2025-12-07 | Thesis Crystallizes
Note: This entry captures early thinking that evolved significantly. The goals, framing, and assumptions stated here were later revised. See 2026-01-01 for the pivot.
After a couple weeks of experimenting with HEXACO profiles and scoring approaches, stepping back to articulate what this is actually about.
Two Goals for 2026
- Launch the research arc - Treat this as a real research project with I/O psych background, building toward an impactful research organization over years
- Become a better AI engineer - Specifically, learn to “touch the weights” in preparation for training reasoning models
The Thesis
From observing enterprise AI adoption at Glean:
Every company will have a platform connecting all systems through a single AI. Administrative work collapses. Analysts still analyze, but 10x faster—because being a good analyst is actually critical thinking about research questions and creative data modeling, not data wrangling.
Most jobs will look like this: applying unique domain knowledge to ambiguous creative problem-solving or social tasks that AI is bad at and hard to train for.
What Comes Next
Humans at the wheel, designing agents to handle tasks autonomously. They monitor their agents. Some roles manage many agents. New needs emerge:
- Agent analytics and monitoring
- Alignment systems
- Swarm coordination
The Core Question
Are my agents behaving as I would want them to on behalf of me?
This is the question I keep coming back to. Not “is the model safe?” in the abstract, but the practical concern of someone deploying agents: will this thing represent me well?
A Hypothesis Worth Testing
Psychometrics might be useful here. In I/O psychology, we use personality assessments to predict job performance—not perfectly, but well enough to inform hiring decisions.

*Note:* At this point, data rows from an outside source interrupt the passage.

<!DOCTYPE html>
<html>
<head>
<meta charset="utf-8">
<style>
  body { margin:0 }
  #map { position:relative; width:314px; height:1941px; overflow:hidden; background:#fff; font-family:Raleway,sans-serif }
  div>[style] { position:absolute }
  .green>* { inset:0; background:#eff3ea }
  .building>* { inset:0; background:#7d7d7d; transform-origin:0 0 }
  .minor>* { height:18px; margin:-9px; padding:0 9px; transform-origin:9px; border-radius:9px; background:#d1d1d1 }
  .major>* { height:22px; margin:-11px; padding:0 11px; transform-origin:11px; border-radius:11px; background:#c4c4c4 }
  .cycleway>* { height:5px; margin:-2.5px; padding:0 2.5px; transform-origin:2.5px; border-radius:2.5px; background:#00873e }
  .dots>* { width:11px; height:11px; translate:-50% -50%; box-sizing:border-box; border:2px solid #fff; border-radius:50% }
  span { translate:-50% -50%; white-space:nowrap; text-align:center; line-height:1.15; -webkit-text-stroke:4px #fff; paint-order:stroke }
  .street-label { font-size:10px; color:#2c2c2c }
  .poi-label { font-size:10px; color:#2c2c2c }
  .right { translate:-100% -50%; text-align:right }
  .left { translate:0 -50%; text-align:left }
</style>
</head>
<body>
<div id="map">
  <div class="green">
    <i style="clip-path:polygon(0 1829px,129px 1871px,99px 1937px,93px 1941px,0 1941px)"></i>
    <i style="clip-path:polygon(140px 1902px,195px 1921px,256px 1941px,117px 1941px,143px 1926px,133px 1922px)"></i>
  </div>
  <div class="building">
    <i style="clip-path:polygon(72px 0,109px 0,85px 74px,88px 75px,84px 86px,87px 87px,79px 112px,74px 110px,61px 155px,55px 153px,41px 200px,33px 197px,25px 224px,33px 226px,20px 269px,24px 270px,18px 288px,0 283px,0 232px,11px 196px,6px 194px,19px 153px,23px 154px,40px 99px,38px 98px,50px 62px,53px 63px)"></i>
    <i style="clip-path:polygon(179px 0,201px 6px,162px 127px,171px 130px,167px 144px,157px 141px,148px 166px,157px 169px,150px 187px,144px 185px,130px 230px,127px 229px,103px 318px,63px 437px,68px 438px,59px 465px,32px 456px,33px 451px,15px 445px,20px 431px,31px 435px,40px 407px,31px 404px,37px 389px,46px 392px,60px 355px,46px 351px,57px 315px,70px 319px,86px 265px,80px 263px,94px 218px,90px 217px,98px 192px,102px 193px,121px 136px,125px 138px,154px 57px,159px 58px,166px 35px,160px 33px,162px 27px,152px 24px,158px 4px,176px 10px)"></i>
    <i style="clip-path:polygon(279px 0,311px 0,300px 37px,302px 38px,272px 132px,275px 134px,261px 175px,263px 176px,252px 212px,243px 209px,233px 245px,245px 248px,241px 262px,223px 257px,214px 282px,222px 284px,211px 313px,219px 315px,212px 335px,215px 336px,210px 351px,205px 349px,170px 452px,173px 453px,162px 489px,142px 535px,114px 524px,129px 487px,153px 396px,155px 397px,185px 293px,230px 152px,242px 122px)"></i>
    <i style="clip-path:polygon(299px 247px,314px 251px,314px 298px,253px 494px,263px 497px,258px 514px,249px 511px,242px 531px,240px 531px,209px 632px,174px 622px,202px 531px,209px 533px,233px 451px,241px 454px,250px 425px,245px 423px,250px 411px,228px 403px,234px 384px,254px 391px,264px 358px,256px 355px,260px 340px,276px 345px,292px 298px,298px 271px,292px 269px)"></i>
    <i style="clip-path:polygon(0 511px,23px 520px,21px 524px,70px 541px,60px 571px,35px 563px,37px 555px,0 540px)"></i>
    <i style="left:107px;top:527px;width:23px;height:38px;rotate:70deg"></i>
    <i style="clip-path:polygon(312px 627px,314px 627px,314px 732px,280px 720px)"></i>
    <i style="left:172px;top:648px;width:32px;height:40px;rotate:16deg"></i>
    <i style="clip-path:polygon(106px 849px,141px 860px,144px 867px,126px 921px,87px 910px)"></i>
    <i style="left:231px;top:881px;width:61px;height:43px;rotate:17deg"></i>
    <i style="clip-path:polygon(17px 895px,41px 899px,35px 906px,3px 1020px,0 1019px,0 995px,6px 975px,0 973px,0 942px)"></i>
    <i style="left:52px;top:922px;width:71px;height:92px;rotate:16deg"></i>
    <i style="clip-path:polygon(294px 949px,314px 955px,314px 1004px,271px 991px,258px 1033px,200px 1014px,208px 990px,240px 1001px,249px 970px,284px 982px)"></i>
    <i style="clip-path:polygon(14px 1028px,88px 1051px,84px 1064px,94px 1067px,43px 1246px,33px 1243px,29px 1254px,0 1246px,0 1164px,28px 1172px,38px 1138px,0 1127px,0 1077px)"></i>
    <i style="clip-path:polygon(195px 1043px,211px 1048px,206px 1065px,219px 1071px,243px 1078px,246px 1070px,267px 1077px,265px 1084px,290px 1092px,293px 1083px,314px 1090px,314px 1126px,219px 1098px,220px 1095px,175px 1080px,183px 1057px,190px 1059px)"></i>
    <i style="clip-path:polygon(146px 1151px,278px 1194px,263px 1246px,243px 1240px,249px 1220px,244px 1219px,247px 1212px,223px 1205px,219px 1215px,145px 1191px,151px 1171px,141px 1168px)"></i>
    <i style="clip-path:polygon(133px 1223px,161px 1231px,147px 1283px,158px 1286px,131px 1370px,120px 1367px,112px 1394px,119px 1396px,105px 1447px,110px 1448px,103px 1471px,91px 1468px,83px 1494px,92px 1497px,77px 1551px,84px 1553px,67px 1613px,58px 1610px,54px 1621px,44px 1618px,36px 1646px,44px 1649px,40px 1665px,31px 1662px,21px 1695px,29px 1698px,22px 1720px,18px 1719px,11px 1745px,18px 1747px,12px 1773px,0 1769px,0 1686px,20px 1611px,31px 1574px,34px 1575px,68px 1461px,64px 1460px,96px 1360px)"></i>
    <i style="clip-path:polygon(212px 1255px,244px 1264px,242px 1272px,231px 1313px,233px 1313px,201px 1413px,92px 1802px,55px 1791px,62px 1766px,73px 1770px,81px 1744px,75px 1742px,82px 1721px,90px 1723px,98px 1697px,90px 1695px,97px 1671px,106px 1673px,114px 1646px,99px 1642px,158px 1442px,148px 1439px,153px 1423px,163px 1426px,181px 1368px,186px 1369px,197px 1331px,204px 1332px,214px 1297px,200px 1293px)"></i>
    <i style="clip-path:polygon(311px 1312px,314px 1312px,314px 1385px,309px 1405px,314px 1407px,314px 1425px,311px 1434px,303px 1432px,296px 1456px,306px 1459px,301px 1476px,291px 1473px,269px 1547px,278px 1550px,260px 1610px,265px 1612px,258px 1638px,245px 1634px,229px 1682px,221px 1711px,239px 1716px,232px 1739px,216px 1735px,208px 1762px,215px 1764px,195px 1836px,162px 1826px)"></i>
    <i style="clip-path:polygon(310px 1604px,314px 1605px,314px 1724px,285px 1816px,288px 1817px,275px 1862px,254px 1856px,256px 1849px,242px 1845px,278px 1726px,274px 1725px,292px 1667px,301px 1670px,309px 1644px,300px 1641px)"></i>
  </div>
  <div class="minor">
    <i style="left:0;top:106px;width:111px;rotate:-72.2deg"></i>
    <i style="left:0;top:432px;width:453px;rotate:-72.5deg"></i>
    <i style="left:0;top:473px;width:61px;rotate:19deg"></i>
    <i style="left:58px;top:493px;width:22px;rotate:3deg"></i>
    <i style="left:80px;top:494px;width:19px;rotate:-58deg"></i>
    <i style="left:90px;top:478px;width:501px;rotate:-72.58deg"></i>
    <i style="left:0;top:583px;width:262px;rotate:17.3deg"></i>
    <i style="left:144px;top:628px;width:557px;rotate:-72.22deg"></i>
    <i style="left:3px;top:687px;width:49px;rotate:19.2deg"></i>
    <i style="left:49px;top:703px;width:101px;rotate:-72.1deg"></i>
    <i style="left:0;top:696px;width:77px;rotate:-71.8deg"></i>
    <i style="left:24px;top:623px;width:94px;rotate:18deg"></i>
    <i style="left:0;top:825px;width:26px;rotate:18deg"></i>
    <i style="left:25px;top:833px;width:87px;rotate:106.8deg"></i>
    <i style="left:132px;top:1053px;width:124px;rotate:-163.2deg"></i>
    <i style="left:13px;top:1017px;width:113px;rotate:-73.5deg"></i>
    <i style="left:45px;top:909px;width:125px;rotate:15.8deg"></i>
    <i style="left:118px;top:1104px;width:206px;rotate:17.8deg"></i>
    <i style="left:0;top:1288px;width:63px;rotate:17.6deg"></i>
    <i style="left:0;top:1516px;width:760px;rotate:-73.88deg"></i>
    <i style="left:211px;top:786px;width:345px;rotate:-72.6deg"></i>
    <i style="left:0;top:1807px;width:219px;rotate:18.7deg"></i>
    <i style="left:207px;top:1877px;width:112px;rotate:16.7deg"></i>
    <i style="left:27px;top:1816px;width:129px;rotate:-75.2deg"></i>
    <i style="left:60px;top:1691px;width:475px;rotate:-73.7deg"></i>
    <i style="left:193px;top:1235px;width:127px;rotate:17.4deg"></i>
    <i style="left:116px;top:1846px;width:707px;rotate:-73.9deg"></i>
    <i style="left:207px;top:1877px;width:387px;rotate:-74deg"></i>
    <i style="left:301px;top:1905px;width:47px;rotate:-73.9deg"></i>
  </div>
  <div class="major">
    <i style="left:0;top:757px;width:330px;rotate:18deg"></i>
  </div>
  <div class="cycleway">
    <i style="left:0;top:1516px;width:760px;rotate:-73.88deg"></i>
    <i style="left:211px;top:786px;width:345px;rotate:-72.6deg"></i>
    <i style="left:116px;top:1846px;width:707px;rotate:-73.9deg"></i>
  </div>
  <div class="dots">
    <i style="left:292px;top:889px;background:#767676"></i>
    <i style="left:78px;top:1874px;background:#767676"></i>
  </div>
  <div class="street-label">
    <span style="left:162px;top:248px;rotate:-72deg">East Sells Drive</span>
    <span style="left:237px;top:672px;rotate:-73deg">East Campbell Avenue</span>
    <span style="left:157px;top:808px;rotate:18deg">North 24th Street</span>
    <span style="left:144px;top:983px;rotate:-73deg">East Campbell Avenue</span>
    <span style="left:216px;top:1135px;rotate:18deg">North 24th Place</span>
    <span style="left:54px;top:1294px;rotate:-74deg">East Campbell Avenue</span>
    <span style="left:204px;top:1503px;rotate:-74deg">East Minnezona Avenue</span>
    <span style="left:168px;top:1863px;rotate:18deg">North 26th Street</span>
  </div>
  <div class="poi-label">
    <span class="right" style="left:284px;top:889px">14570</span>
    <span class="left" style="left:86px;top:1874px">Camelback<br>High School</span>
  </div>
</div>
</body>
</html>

HEXACO, Big Five, these instruments predict tendencies: how someone handles stress, whether they’ll cut corners, how they communicate under pressure.
What if we could do the same for LLMs? Profile an agent’s psychological tendencies and predict behavior—not granular actions, but patterns like “handles angry customers well” or “maintains honesty under pressure.”
Open Questions
I don’t know if this works. The questions I need to answer:
- Do LLM psychometrics actually predict behavior?
- What can we predict, and what can’t we?
- How do conversation dynamics impact LLM psychology?
- Is this even the right frame, or am I importing human concepts that don’t transfer?
Next Step
Deep dive into existing research. What has been done? What instruments exist? What do we know about LLM personality measurement?